[Study material — start]

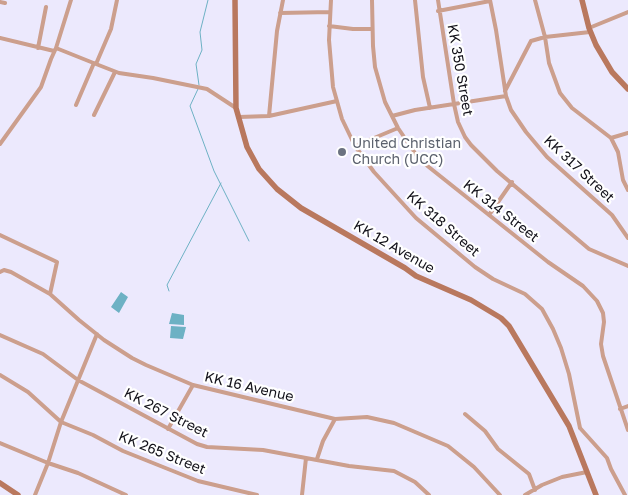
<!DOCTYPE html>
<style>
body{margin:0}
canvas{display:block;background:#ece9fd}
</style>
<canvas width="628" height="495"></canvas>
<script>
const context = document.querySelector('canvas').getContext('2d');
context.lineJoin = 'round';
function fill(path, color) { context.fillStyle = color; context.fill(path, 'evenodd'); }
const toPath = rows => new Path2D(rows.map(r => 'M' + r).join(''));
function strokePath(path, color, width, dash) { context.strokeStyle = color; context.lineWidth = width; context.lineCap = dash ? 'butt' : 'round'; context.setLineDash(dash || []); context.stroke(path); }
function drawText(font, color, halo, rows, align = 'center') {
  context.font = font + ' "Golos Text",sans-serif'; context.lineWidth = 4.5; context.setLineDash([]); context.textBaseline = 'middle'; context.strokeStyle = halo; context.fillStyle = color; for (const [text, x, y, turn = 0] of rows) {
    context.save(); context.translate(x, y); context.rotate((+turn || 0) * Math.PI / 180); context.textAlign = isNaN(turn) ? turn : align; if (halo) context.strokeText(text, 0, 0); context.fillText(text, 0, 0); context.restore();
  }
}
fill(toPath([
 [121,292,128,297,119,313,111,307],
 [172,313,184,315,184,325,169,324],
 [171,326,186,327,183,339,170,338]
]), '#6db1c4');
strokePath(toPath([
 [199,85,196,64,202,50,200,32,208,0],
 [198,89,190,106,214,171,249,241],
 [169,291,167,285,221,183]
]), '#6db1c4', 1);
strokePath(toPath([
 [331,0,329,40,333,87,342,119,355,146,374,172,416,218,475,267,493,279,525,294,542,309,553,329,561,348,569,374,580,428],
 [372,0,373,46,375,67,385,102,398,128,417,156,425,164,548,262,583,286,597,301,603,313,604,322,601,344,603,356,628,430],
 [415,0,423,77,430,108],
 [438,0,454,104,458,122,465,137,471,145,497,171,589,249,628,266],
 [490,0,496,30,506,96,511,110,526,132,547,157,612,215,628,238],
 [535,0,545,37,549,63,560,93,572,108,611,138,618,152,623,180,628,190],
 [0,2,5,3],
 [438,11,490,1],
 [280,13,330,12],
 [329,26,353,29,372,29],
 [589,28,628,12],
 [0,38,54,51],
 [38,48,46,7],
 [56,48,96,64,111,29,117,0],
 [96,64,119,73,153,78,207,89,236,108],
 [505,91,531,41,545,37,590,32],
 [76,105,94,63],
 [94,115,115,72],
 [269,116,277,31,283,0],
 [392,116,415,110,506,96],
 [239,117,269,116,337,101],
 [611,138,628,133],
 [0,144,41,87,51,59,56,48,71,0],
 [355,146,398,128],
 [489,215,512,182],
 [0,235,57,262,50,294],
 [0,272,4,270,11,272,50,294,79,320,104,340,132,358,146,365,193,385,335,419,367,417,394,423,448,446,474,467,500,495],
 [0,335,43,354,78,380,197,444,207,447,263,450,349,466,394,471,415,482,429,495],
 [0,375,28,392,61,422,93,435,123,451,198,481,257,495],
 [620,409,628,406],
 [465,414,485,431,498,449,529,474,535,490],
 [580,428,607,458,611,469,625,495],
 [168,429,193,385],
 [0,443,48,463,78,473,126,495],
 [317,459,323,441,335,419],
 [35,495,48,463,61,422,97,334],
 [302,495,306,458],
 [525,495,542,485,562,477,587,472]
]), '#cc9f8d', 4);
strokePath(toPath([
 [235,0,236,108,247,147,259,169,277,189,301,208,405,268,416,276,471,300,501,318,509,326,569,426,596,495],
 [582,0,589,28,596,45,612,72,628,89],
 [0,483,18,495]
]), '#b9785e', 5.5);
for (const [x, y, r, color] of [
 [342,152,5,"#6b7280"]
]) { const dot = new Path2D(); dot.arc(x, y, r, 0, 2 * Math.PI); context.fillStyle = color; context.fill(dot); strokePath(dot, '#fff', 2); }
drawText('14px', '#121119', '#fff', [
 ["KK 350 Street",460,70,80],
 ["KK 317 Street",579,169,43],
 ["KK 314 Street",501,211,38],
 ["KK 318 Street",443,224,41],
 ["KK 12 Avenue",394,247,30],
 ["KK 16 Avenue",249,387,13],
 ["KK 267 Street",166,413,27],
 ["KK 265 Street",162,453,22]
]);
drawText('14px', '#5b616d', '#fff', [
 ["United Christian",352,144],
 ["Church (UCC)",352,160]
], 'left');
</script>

[Study material — finish]
[Study material — start]

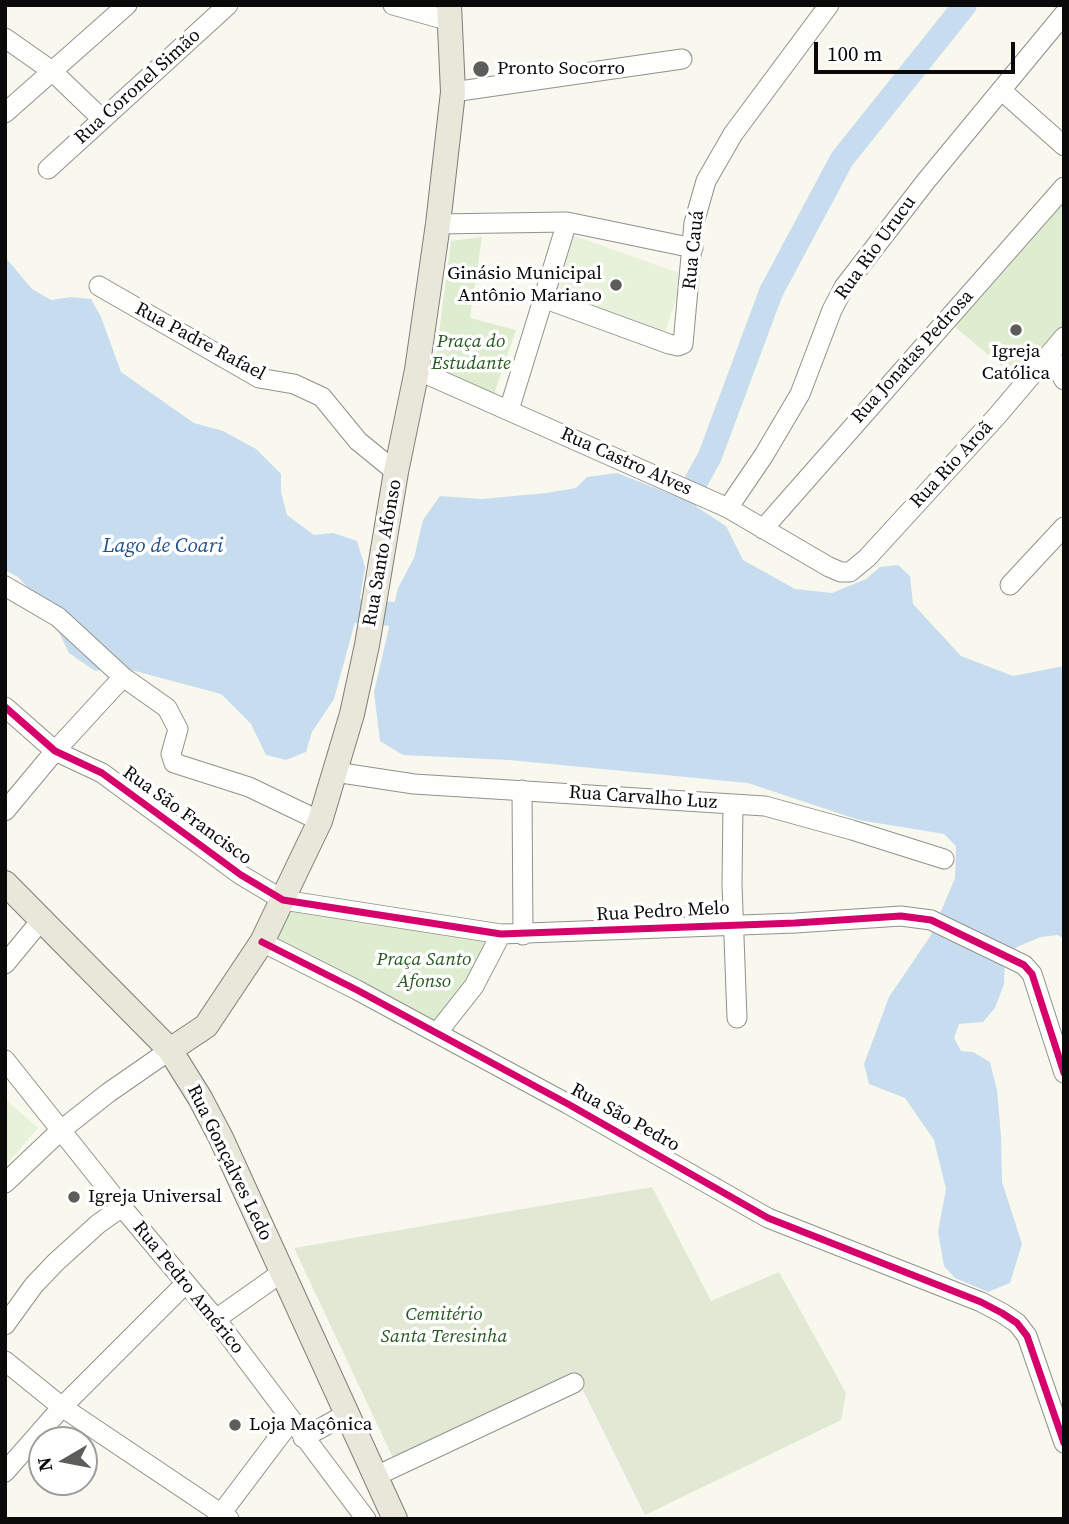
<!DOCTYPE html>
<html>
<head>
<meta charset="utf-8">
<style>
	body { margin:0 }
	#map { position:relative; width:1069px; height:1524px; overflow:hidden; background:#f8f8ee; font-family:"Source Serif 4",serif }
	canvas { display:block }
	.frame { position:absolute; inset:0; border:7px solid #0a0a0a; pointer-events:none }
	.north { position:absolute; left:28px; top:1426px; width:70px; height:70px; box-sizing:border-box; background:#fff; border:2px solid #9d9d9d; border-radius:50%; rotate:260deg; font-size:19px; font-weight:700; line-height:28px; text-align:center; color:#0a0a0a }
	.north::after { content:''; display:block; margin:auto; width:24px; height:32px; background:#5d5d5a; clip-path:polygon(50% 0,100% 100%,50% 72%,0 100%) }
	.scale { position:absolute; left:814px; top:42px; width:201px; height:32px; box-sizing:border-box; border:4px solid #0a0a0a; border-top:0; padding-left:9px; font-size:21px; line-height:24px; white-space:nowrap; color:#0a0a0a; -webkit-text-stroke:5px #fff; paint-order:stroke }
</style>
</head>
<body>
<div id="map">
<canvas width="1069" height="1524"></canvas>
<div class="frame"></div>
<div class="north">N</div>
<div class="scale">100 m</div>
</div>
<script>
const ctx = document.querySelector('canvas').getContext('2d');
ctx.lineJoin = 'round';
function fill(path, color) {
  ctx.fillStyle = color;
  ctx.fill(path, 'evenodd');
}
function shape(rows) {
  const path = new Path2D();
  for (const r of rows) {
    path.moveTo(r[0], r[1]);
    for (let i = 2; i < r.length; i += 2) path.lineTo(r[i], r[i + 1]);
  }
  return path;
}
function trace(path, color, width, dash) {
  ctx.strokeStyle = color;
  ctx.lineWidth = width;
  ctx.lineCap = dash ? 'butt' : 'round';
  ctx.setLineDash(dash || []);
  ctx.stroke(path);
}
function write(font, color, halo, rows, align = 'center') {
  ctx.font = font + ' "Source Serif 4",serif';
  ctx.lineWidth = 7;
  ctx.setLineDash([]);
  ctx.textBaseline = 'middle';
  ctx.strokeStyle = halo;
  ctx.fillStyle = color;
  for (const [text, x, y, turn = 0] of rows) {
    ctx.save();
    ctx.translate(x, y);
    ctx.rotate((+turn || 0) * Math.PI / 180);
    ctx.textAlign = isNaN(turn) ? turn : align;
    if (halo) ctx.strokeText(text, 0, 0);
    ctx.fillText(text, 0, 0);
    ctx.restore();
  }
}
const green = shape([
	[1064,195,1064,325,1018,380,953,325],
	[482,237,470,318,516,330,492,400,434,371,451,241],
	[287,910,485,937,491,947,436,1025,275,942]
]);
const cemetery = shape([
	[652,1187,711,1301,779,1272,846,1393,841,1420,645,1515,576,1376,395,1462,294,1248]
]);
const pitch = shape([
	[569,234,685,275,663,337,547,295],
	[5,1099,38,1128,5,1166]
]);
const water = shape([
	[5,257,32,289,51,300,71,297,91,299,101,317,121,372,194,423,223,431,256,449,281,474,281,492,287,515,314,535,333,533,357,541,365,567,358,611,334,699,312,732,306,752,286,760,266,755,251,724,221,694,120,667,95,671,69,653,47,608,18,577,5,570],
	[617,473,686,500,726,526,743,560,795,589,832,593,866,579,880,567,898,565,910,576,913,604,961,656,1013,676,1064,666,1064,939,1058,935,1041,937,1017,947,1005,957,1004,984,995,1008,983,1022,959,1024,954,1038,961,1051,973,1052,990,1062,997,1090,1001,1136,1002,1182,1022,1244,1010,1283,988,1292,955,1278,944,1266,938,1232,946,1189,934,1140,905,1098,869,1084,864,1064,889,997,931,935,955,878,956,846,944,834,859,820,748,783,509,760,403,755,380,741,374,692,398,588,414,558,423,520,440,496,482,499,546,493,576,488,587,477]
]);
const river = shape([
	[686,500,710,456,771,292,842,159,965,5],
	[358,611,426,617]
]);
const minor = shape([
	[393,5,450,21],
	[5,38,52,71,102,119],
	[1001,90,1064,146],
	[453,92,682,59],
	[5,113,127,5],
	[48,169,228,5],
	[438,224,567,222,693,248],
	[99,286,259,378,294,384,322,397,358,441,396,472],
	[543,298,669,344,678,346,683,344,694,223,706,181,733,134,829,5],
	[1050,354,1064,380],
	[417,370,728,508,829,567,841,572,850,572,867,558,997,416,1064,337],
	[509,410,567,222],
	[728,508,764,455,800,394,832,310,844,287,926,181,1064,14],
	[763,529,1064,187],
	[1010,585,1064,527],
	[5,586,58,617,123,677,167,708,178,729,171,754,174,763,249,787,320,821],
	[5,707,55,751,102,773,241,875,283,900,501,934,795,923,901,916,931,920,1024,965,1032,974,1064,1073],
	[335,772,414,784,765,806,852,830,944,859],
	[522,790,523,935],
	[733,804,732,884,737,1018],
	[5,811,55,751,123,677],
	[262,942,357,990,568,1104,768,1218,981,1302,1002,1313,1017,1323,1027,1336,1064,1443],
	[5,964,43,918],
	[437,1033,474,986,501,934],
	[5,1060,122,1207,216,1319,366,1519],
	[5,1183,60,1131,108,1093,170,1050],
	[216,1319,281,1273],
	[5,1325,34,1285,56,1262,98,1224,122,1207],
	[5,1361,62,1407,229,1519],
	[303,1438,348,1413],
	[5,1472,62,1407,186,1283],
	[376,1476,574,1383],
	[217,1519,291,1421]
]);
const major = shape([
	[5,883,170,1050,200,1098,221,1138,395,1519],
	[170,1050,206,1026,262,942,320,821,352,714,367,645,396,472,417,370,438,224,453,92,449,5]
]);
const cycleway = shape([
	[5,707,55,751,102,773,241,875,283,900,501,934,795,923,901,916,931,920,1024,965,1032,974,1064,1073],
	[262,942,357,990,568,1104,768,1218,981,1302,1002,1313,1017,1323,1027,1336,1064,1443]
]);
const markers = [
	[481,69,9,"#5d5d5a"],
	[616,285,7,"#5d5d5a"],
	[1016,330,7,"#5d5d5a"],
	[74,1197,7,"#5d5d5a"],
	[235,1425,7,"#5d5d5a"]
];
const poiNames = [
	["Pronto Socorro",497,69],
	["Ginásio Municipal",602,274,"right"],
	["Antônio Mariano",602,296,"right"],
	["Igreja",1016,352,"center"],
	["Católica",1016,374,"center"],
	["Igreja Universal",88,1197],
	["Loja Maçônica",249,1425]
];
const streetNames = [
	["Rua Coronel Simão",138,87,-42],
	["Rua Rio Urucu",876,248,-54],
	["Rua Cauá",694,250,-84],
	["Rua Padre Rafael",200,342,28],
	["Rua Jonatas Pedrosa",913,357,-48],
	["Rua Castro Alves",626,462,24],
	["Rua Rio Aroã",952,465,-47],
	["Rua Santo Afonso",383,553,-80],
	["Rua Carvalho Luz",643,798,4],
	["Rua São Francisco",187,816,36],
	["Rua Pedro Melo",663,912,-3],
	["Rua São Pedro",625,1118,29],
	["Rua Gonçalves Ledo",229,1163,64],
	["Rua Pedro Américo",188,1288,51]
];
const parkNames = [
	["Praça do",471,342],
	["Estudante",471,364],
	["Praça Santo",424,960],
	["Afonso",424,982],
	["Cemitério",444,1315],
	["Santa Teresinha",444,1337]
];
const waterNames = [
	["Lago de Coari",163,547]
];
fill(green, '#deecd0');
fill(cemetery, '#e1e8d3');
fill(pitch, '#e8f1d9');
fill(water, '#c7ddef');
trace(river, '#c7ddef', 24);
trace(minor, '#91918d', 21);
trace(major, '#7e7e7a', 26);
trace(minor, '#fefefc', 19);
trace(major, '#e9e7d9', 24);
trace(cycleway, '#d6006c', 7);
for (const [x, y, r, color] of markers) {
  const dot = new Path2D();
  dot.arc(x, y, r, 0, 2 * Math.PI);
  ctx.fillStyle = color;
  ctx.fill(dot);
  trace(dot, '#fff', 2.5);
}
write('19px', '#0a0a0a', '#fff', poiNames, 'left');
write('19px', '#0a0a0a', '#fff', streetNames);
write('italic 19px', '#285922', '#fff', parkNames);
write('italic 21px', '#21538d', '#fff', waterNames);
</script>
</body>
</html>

[Study material — finish]

**What you should do:** From the material above, copy exactly the lines between the line holding "ctx.lineCap = dash ? 'butt' : 'round';" and the line holding "ctx.save();", inclusive, and only those.

**Solved problem:**
  ctx.lineCap = dash ? 'butt' : 'round';
  ctx.setLineDash(dash || []);
  ctx.stroke(path);
}
function write(font, color, halo, rows, align = 'center') {
  ctx.font = font + ' "Source Serif 4",serif';
  ctx.lineWidth = 7;
  ctx.setLineDash([]);
  ctx.textBaseline = 'middle';
  ctx.strokeStyle = halo;
  ctx.fillStyle = color;
  for (const [text, x, y, turn = 0] of rows) {
    ctx.save();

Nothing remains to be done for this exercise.